Next Article in Journal
Single-Epoch Ambiguity Resolution of a Large-Scale CORS Network with Multi-Frequency and Multi-Constellation GNSS
Previous Article in Journal
Data-Free Area Detection and Evaluation for Marine Satellite Data Products
Previous Article in Special Issue
A Deep Learning Time Series Approach for Leaf and Wood Classification from Terrestrial LiDAR Point Clouds
 
 
Technical Note
Peer-Review Record

An Ornithologist’s Guide for Including Machine Learning in a Workflow to Identify a Secretive Focal Species from Recorded Audio

Remote Sens. 2022, 14(15), 3816; https://doi.org/10.3390/rs14153816
by Ming Liu 1,†, Qiyu Sun 1,†, Dustin E. Brewer 2,*, Thomas M. Gehring 2 and Jesse Eickholt 1
Reviewer 1: Anonymous
Reviewer 2:
Reviewer 3:
Remote Sens. 2022, 14(15), 3816; https://doi.org/10.3390/rs14153816
Submission received: 16 June 2022 / Revised: 27 July 2022 / Accepted: 3 August 2022 / Published: 8 August 2022
(This article belongs to the Special Issue Feature Paper Special Issue on Ecological Remote Sensing)

Round 1

Reviewer 1 Report

 

The authors developed a machine learning tool to identify the vocalizations of a cryptic bird in passively recorded audio, and described their workflow. The authors present their study as a “roadmap” for ecologists (402) and I think that could be a reasonable statement once they address the issues outlined below. The first of these is that they don’t actually provide a literal roadmap! A conceptual figure that shows the workflow with boxes and arrows would be a valuable addition to the process, and color-coding the boxes to highlight which task an ecologist could reasonably complete and which would require someone with substantive computer science skills would be the most valuable part.

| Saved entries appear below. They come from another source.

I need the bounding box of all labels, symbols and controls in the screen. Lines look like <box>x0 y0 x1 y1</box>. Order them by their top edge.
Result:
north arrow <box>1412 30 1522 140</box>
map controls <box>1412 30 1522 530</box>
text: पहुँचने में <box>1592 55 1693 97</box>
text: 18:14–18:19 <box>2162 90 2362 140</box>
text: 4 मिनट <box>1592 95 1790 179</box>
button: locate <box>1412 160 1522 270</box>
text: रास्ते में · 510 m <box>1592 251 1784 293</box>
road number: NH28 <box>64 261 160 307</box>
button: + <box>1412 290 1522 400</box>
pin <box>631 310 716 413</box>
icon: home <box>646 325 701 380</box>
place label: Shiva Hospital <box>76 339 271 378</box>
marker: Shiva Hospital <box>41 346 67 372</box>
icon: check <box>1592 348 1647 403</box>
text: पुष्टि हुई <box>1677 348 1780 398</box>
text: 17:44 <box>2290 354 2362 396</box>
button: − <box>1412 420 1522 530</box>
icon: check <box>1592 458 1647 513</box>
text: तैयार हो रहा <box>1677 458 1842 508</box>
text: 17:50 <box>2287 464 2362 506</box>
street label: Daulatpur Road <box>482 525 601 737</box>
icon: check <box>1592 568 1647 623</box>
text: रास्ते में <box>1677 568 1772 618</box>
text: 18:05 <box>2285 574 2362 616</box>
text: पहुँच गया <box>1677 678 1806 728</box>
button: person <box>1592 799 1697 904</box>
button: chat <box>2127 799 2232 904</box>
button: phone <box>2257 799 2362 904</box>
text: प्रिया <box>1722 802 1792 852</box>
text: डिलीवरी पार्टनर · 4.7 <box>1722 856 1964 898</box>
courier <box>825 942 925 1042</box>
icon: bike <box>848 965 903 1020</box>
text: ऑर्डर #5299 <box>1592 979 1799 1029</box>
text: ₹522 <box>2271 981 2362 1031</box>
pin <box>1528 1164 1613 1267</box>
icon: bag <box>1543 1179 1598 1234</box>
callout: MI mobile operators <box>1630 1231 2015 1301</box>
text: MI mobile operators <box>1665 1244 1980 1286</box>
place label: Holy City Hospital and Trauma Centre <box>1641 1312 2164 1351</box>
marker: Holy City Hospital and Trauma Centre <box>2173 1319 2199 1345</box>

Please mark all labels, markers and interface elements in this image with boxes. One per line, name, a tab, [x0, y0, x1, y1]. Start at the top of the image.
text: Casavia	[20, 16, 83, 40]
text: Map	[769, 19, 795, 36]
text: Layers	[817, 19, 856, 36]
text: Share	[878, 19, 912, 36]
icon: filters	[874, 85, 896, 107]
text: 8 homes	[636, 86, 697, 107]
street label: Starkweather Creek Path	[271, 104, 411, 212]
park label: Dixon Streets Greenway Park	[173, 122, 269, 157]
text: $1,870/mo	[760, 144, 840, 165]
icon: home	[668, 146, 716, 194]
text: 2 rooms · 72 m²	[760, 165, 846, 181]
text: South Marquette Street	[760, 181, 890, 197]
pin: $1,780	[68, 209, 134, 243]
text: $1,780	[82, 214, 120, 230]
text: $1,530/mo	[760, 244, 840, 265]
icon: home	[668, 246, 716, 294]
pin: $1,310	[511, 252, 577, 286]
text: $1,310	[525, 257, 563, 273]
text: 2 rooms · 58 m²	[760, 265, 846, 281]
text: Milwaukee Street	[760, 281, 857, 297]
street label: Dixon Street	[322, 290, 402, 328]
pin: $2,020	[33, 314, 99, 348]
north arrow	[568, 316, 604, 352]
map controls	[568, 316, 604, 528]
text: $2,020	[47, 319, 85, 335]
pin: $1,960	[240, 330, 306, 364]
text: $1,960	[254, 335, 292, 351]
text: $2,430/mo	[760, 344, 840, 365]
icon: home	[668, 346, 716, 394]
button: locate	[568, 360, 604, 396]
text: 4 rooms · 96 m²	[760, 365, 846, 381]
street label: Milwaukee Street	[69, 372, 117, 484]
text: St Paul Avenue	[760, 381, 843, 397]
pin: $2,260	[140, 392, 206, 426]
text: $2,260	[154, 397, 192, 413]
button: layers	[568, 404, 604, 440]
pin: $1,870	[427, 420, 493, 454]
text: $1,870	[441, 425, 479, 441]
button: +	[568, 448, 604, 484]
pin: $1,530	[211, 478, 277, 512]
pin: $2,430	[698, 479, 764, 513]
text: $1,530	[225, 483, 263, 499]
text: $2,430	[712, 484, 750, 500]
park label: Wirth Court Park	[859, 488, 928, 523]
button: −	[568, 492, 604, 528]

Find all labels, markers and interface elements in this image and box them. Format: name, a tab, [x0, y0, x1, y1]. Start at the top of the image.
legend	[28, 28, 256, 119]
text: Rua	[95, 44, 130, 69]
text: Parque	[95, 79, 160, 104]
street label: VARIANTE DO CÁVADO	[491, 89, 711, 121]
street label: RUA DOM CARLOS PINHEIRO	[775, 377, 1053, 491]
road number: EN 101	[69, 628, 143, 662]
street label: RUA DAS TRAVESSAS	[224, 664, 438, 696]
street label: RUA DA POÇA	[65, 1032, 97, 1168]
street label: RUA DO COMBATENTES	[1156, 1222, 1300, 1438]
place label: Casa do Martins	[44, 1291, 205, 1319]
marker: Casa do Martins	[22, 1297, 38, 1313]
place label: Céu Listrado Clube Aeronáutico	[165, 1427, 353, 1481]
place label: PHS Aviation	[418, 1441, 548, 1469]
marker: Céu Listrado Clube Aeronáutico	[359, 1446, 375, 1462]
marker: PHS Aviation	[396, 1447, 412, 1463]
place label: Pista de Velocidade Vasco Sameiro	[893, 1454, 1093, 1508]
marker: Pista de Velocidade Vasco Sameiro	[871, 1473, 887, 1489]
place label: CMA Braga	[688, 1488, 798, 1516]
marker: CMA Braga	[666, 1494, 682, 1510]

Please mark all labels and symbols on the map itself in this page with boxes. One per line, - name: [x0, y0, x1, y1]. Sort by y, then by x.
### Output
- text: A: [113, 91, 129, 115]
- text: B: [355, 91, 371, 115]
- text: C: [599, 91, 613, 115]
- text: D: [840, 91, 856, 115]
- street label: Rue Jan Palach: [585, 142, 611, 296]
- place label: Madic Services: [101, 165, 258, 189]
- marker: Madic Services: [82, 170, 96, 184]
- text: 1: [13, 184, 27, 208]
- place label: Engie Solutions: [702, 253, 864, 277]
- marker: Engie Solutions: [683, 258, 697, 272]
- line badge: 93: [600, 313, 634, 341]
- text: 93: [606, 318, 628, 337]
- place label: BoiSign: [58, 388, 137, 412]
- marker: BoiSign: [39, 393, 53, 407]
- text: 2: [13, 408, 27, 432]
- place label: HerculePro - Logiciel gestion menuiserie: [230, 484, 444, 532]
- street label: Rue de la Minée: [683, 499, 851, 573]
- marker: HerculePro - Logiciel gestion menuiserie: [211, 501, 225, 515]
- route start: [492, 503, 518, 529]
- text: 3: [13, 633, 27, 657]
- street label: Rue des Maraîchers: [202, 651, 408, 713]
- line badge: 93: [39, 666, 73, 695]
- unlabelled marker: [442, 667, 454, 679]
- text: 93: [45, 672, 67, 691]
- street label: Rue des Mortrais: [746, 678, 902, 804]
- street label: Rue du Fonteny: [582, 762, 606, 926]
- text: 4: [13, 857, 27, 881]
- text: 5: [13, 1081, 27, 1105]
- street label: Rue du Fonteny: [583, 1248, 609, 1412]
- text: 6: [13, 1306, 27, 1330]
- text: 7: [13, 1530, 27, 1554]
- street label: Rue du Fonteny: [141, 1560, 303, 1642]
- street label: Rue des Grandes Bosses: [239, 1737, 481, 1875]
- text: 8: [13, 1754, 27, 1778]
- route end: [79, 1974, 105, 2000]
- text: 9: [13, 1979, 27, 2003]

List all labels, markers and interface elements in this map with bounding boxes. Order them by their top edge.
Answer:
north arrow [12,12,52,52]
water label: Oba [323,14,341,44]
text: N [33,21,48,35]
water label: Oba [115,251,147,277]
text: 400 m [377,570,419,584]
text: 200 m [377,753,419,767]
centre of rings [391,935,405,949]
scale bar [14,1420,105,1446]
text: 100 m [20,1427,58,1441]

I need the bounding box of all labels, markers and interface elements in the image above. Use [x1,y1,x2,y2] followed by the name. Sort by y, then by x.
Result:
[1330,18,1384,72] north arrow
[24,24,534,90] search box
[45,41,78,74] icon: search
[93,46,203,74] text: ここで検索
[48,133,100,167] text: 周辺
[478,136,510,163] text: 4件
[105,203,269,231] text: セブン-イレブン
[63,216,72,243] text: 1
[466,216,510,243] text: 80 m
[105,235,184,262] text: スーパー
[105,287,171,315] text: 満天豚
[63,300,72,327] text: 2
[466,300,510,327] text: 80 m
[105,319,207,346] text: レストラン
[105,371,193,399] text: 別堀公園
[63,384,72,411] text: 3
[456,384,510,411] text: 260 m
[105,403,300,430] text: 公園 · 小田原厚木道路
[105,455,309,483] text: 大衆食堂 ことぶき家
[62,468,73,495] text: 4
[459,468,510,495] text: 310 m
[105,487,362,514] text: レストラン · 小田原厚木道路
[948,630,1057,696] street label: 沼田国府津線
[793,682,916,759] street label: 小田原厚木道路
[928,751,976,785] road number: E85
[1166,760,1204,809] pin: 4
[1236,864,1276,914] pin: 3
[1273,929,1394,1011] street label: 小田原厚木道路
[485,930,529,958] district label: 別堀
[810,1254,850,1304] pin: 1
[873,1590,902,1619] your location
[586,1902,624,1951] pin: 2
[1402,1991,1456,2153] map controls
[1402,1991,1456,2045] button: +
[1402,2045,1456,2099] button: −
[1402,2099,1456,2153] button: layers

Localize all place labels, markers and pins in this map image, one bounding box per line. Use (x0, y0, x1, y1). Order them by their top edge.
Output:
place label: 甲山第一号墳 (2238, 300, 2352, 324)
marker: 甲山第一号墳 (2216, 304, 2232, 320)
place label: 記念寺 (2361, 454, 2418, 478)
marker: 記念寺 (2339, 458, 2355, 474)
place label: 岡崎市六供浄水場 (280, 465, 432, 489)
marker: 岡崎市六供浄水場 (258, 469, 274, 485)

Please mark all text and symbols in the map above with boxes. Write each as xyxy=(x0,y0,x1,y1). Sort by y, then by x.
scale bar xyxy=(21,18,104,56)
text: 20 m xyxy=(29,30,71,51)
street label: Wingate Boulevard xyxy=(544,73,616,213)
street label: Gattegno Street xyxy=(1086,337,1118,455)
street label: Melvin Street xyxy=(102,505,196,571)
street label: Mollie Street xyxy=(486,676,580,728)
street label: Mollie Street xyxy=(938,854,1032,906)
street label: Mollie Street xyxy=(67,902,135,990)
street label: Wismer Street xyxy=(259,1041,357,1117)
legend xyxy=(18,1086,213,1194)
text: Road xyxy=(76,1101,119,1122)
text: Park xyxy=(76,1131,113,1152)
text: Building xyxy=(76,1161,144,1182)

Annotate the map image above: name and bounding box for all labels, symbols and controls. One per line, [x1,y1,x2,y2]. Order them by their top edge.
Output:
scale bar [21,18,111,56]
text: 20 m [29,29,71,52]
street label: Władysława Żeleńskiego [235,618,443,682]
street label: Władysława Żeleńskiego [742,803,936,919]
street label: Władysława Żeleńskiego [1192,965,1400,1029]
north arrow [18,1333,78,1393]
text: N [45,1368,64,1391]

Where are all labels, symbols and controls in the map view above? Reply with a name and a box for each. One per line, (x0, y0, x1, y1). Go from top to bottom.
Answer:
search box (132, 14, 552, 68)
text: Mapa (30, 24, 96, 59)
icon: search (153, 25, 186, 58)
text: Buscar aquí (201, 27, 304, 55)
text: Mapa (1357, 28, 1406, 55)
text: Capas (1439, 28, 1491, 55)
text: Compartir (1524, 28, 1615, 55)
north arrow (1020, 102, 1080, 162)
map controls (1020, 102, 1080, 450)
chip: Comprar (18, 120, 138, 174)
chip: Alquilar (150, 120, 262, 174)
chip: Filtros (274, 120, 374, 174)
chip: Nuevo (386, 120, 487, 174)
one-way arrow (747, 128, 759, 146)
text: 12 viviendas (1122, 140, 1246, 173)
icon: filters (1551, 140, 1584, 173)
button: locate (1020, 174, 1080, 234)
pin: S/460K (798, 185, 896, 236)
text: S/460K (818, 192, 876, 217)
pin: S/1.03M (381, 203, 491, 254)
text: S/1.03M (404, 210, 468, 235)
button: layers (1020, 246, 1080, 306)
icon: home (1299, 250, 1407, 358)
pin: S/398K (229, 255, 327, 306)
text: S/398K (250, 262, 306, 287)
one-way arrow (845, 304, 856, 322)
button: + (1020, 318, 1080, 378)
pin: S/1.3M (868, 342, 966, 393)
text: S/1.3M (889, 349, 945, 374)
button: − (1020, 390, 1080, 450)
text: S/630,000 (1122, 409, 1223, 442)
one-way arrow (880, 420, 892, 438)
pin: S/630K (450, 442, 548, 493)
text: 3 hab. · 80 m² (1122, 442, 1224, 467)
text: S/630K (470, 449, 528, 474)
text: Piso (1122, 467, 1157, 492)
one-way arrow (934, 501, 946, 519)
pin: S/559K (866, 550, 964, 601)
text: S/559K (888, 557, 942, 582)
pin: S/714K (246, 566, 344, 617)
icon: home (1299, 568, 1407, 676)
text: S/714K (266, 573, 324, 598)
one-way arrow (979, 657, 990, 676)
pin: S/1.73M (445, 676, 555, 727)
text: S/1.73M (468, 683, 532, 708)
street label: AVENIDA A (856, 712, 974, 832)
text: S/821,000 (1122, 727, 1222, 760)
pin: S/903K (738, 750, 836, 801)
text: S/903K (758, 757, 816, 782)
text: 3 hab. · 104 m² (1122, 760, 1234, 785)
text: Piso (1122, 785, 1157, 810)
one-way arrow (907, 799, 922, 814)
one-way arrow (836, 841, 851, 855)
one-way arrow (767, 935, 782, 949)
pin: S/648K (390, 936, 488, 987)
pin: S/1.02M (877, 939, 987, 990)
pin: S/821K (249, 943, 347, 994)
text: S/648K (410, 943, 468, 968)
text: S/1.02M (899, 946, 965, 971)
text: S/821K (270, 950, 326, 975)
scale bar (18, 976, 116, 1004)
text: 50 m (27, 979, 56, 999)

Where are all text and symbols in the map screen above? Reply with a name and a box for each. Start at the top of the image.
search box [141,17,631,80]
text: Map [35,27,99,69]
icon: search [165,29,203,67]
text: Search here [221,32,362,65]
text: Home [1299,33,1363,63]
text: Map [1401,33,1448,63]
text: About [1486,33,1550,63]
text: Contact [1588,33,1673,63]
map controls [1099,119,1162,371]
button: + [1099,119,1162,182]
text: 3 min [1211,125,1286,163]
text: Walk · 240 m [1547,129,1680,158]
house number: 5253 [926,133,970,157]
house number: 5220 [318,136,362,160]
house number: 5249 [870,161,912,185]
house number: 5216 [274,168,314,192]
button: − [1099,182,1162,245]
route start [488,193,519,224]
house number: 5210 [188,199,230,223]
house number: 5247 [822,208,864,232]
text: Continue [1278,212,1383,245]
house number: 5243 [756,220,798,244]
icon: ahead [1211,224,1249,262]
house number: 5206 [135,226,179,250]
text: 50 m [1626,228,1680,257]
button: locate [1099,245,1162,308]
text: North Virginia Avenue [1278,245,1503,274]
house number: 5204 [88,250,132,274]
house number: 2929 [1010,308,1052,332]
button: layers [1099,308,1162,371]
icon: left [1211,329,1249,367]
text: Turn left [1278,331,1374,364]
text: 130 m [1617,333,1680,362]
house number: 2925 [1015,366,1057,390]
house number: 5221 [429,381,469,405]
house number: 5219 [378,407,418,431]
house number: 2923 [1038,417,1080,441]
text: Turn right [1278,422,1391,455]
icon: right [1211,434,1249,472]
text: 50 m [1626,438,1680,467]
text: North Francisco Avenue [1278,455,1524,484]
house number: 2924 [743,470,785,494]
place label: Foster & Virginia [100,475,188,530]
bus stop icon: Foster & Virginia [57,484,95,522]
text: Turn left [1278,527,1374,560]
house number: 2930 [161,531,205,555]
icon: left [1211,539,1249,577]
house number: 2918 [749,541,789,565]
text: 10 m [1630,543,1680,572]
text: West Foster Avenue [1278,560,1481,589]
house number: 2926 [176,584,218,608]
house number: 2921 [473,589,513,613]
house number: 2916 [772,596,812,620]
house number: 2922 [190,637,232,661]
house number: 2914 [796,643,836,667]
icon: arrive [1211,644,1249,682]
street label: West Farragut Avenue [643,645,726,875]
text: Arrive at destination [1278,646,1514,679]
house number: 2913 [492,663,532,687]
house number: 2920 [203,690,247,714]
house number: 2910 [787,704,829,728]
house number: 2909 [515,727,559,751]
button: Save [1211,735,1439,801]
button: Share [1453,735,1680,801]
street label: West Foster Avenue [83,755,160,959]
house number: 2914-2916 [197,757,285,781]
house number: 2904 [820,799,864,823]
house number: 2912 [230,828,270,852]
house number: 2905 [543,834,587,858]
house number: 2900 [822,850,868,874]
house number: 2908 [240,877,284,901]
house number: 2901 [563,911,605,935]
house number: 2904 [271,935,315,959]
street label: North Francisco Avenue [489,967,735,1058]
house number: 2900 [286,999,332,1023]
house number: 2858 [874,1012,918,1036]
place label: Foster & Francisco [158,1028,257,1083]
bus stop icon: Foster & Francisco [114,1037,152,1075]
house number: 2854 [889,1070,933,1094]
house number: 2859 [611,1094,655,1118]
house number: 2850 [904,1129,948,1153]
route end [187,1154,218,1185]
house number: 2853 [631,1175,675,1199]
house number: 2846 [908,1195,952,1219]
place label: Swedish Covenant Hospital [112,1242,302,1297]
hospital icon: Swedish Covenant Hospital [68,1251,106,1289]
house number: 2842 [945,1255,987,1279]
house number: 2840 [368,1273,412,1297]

The content from 52-96 feels jumbled. It is generally an overview of the history and mechanics of audio event classification, but the order of the paragraphs does not feel coherent and the ideas do not seem to flow.

Why only train on two classes, Sora and non-Sora? Is there evidence to suggest that this could lead to better performance? To me it seems like a major missed opportunity. Generating population data about non-target species is a major potential benefit of passive acoustic surveys + ML tools – yet the authors did not take this opportunity. Why? I would strongly suggest to anyone considering creating a classifier that it encompass as complete a species list as reasonably possible. Users can simply filter their results for the species of interest.

The description of the validation datasets (195-208) is lacking. Why were these long recordings selected? The dates do not answer that question at all. Were these particular ARUs deployed at a location at which Sora were known to vocalize (or at which the researchers expected to record vocalizations)? Such deployments are – in my opinion – and extremely important detector testing best practice that should be highlighted, but it is not clear that this occurred here. Also, does this mean that detector performance was essentially measured against the vocalizations of just one individual or pair? That would seem to miss lots of relevant variation in target signals. First, many bird species can be differentiated at an individual level on the basis of consistent differences in highly stereotyped vocalizations. Second, unless the birds are highly mobile, their vocalizations during those periods were likely to come from roughly the same distance and feature roughly the same levels of background noise and interference. I’m sympathetic that the cryptic nature of this species makes it difficult to amass enough examples for both training and independent validation, but the approach that seems to have been used here would lead to a non-representative validation dataset.

Change Table 3, 4, 5, 6 into Figures. This will make performance much easier to quickly understand.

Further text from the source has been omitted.